* Data shown
* * *

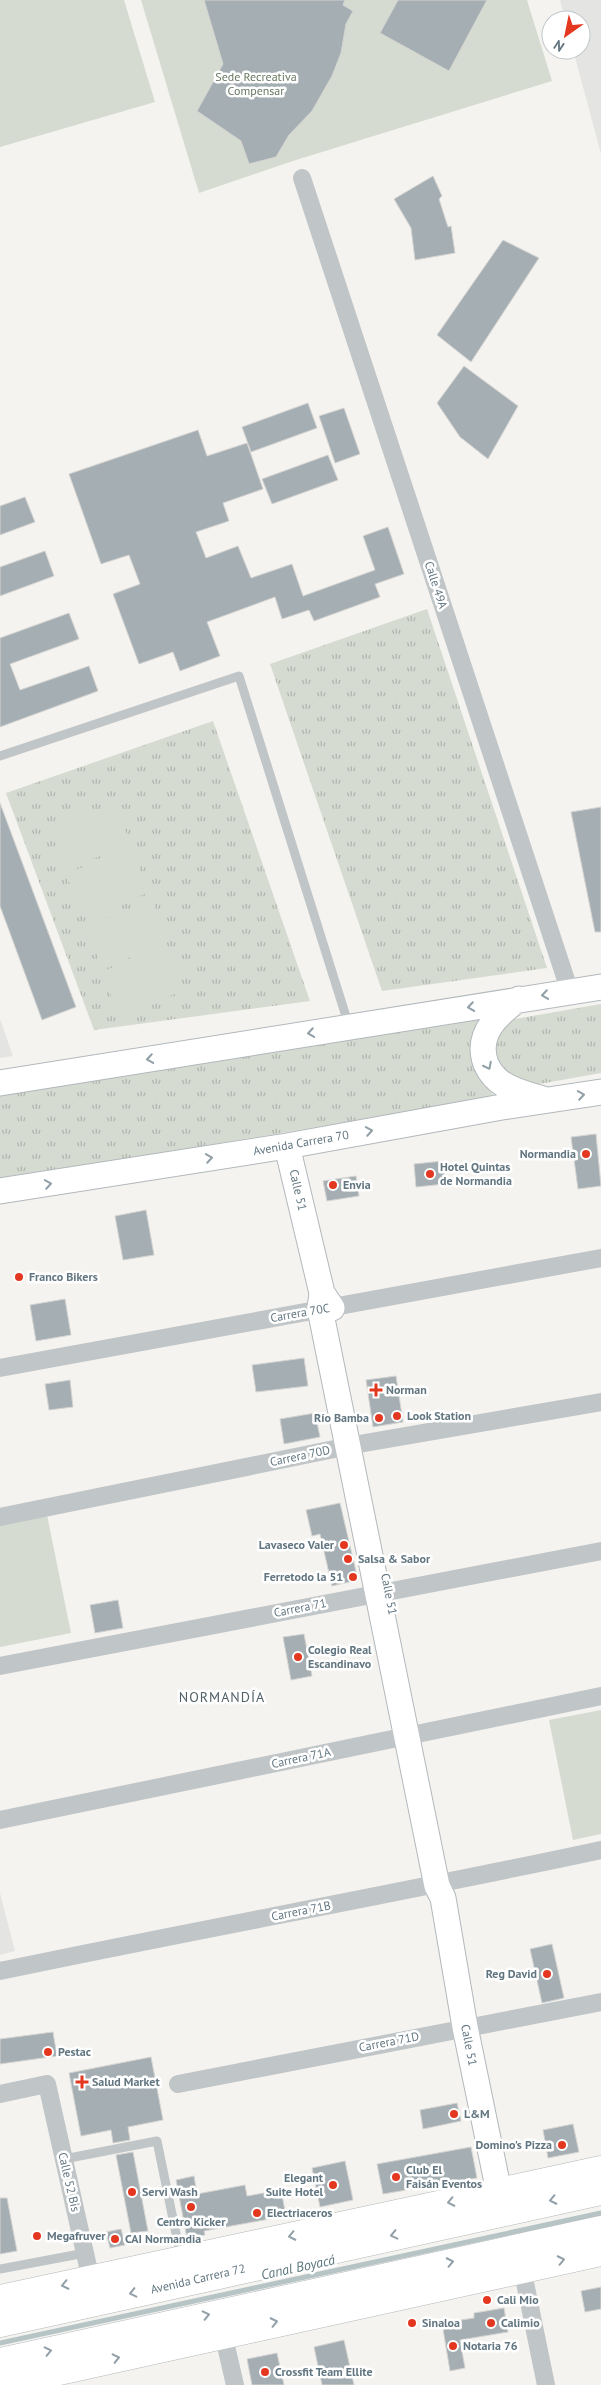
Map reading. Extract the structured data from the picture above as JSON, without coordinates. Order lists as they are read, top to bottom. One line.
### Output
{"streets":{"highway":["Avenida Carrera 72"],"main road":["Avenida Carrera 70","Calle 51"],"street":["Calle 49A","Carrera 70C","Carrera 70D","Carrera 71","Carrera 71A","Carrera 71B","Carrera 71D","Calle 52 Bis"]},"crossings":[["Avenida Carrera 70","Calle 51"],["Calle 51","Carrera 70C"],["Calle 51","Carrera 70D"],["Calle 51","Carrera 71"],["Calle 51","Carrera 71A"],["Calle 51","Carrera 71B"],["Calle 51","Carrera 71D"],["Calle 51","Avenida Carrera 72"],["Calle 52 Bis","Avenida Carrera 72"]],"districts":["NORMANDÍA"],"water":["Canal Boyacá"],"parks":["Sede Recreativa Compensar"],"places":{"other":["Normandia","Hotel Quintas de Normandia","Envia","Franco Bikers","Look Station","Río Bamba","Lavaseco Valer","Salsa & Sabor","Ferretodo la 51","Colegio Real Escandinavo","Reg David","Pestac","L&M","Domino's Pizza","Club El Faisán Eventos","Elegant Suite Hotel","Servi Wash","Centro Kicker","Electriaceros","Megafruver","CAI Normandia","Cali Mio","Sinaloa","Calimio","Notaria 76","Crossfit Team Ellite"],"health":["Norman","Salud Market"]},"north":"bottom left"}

* * *

* Try it
For the material above, repeat each line exactly and leave out the pictures.

* Answer area
Map reading. Extract the structured data from the picture above as JSON, without coordinates. Order lists as they are read, top to bottom. One line.
### Output
{"streets":{"highway":["Avenida Carrera 72"],"main road":["Avenida Carrera 70","Calle 51"],"street":["Calle 49A","Carrera 70C","Carrera 70D","Carrera 71","Carrera 71A","Carrera 71B","Carrera 71D","Calle 52 Bis"]},"crossings":[["Avenida Carrera 70","Calle 51"],["Calle 51","Carrera 70C"],["Calle 51","Carrera 70D"],["Calle 51","Carrera 71"],["Calle 51","Carrera 71A"],["Calle 51","Carrera 71B"],["Calle 51","Carrera 71D"],["Calle 51","Avenida Carrera 72"],["Calle 52 Bis","Avenida Carrera 72"]],"districts":["NORMANDÍA"],"water":["Canal Boyacá"],"parks":["Sede Recreativa Compensar"],"places":{"other":["Normandia","Hotel Quintas de Normandia","Envia","Franco Bikers","Look Station","Río Bamba","Lavaseco Valer","Salsa & Sabor","Ferretodo la 51","Colegio Real Escandinavo","Reg David","Pestac","L&M","Domino's Pizza","Club El Faisán Eventos","Elegant Suite Hotel","Servi Wash","Centro Kicker","Electriaceros","Megafruver","CAI Normandia","Cali Mio","Sinaloa","Calimio","Notaria 76","Crossfit Team Ellite"],"health":["Norman","Salud Market"]},"north":"bottom left"}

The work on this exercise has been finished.